Problem :: Lines in the listing below that contain the string "Wilhelmshöher" are to be found and copied.

Records provided ::

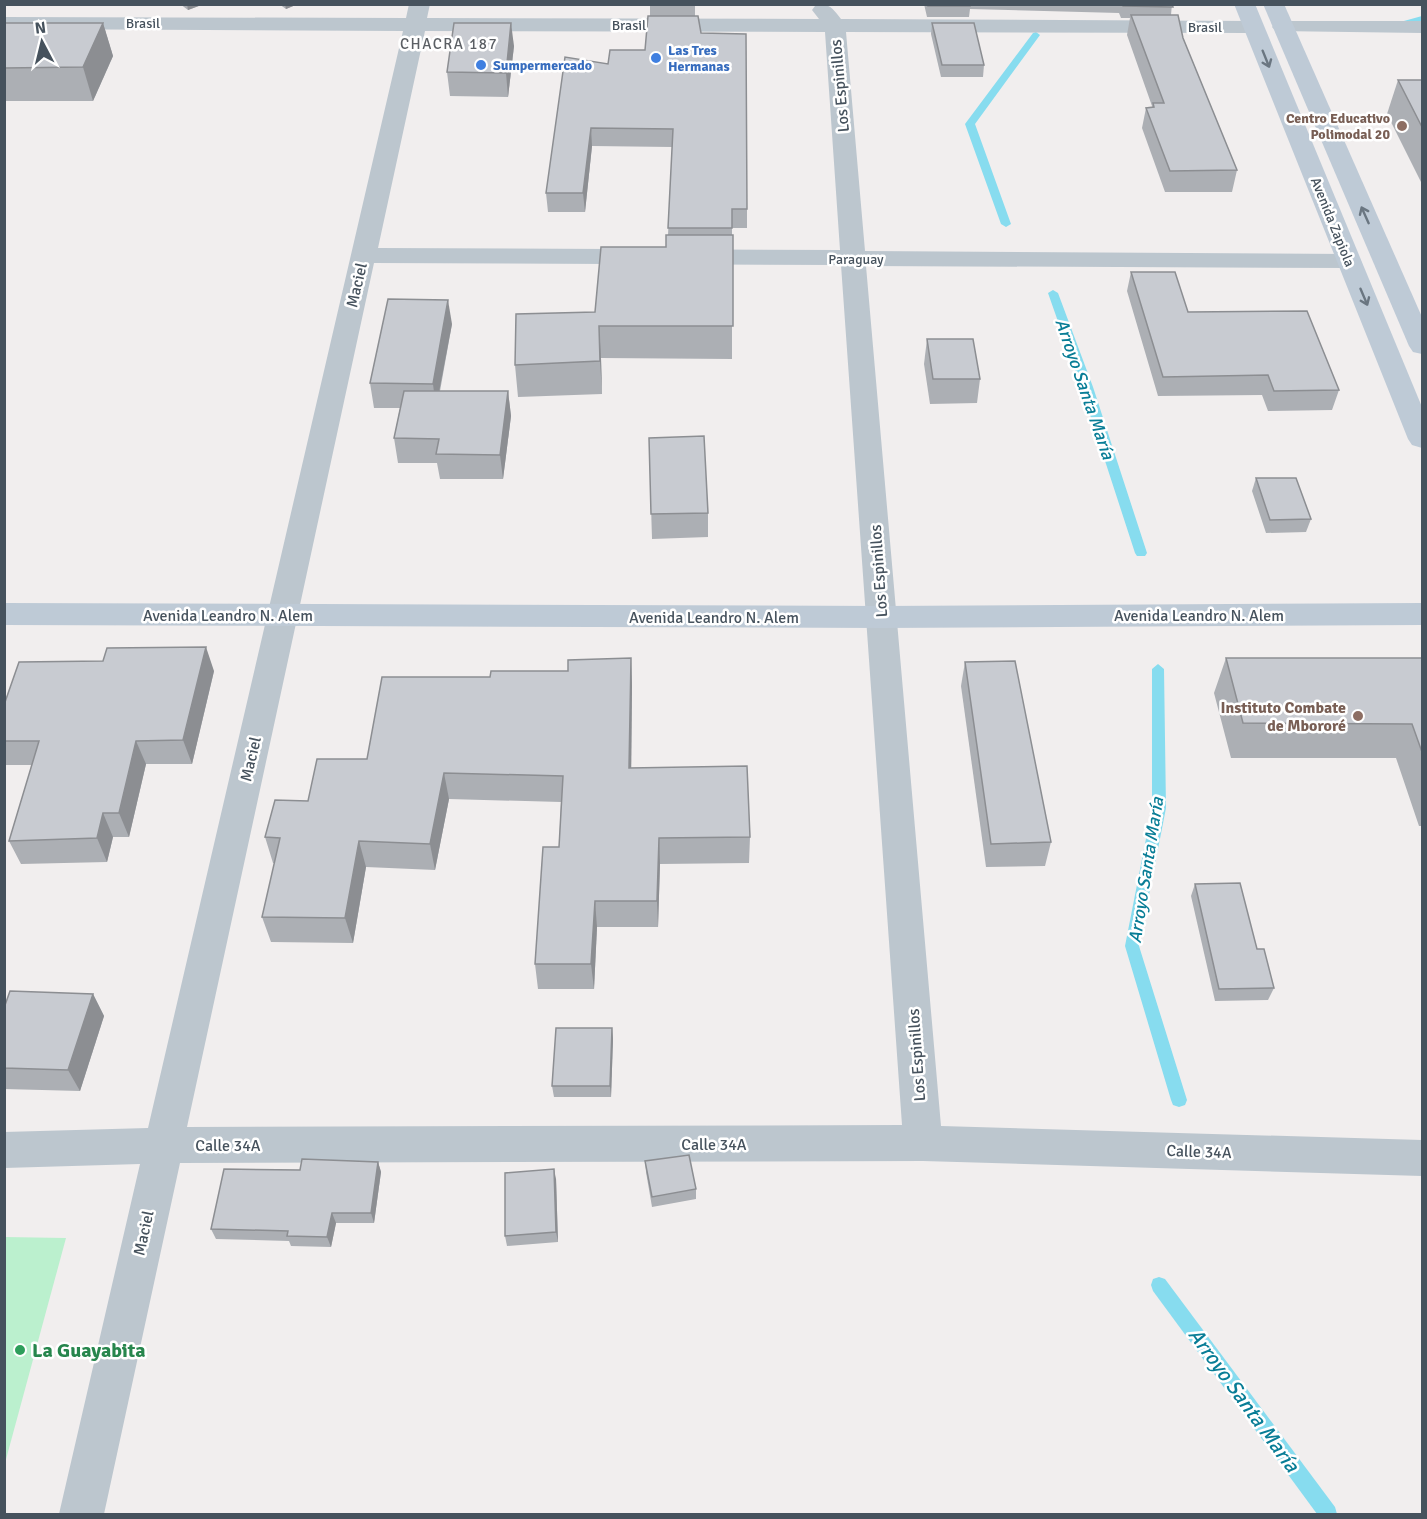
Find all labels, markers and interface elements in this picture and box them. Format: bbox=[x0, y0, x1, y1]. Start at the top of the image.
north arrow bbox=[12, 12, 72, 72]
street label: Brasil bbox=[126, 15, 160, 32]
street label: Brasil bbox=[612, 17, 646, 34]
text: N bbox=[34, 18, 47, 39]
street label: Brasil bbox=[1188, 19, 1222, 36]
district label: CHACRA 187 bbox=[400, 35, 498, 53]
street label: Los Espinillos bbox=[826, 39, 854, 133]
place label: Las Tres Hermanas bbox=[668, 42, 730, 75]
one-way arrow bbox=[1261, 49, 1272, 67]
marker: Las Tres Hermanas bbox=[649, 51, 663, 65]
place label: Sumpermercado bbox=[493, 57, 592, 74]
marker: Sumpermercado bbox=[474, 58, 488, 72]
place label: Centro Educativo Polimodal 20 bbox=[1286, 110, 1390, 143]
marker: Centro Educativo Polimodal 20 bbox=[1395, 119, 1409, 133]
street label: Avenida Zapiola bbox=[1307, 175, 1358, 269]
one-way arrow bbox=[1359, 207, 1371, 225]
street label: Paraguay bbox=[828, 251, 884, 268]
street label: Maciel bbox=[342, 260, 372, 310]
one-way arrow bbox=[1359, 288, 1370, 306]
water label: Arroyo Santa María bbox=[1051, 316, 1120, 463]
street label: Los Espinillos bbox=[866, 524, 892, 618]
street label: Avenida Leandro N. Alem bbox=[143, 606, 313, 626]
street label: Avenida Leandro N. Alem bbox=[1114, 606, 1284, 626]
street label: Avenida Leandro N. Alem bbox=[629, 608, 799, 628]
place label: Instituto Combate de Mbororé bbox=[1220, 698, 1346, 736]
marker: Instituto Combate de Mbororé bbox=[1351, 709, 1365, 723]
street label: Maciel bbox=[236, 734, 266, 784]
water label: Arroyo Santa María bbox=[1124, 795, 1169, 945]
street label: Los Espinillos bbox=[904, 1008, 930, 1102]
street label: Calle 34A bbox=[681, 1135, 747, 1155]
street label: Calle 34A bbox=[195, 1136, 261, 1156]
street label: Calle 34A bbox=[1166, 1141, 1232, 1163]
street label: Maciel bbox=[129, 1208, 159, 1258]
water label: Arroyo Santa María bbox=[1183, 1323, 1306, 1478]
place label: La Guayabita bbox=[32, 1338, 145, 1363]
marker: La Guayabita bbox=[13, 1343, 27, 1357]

==

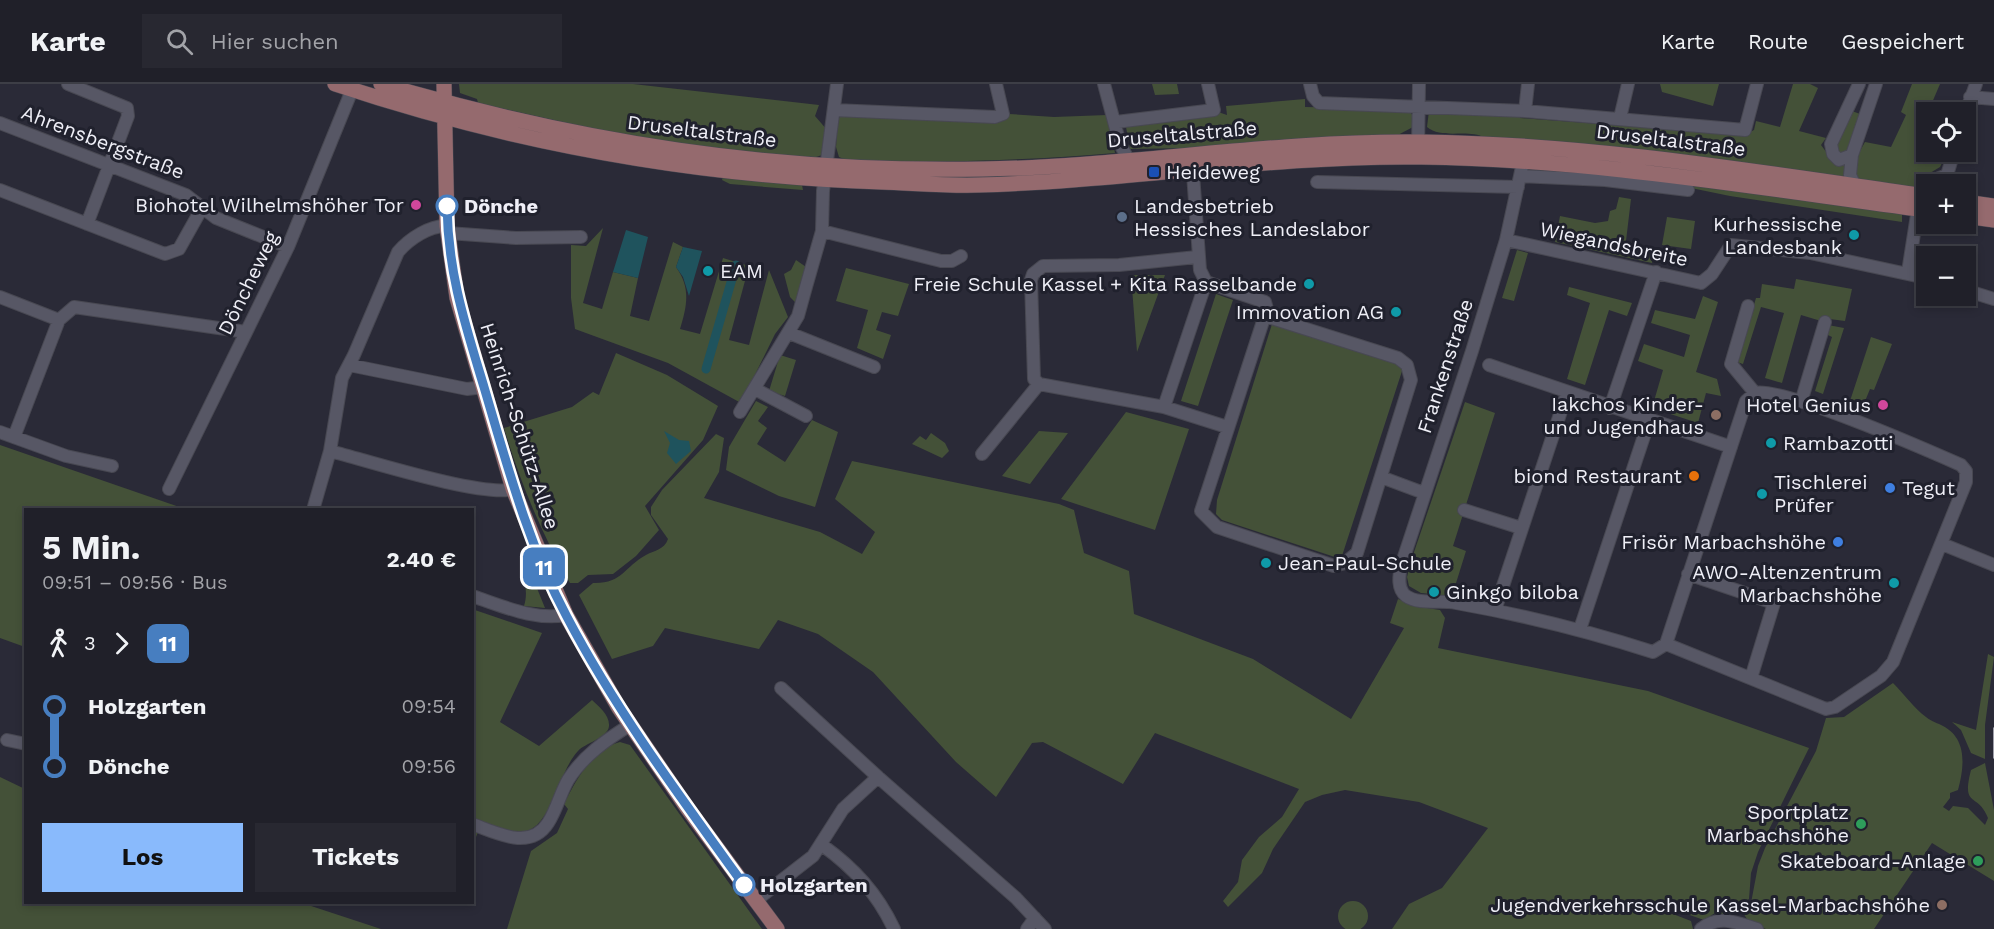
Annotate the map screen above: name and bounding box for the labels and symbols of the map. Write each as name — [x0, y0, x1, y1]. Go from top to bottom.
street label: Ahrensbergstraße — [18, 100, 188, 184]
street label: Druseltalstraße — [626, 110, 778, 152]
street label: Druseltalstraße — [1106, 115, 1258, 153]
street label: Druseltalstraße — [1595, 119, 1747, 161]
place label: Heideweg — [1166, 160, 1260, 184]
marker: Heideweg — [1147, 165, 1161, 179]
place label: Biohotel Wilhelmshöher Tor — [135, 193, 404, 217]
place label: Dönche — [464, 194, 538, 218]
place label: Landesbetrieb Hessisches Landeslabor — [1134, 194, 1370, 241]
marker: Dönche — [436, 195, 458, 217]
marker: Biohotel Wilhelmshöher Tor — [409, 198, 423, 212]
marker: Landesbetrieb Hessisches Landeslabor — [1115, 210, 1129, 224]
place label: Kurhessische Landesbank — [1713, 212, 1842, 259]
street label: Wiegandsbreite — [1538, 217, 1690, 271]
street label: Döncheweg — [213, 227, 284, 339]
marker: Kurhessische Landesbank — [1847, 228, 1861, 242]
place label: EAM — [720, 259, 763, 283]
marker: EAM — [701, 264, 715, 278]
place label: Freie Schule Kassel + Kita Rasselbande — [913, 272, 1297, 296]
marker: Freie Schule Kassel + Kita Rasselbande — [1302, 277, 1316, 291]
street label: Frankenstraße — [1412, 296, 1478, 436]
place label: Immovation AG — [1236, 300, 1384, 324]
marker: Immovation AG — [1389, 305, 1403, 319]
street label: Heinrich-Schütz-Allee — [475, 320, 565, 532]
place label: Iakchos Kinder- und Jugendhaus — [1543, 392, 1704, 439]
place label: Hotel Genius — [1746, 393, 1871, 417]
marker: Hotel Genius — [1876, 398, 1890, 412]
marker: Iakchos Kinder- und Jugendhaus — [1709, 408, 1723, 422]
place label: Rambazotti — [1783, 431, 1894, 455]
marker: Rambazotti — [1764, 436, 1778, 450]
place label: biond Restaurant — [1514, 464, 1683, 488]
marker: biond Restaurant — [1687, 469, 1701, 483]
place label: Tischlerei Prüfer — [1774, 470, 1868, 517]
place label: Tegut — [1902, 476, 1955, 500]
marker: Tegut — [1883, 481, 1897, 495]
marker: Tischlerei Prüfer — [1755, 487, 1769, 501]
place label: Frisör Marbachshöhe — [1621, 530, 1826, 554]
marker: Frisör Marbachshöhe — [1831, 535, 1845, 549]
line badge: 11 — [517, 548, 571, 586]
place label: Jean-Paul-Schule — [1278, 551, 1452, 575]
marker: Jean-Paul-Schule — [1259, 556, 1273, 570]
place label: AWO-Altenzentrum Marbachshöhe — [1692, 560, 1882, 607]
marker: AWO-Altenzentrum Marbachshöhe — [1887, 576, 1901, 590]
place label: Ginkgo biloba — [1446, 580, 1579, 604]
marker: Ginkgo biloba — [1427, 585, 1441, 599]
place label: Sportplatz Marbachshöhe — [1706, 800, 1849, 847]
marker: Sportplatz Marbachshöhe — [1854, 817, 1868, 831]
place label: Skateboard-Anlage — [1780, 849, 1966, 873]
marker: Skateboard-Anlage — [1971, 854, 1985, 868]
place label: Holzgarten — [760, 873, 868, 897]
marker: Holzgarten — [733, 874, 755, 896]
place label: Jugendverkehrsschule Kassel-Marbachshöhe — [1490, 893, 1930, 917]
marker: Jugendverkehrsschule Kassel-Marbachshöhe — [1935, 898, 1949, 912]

Result for this task ::
place label: Biohotel Wilhelmshöher Tor — [135, 193, 404, 217]
marker: Biohotel Wilhelmshöher Tor — [409, 198, 423, 212]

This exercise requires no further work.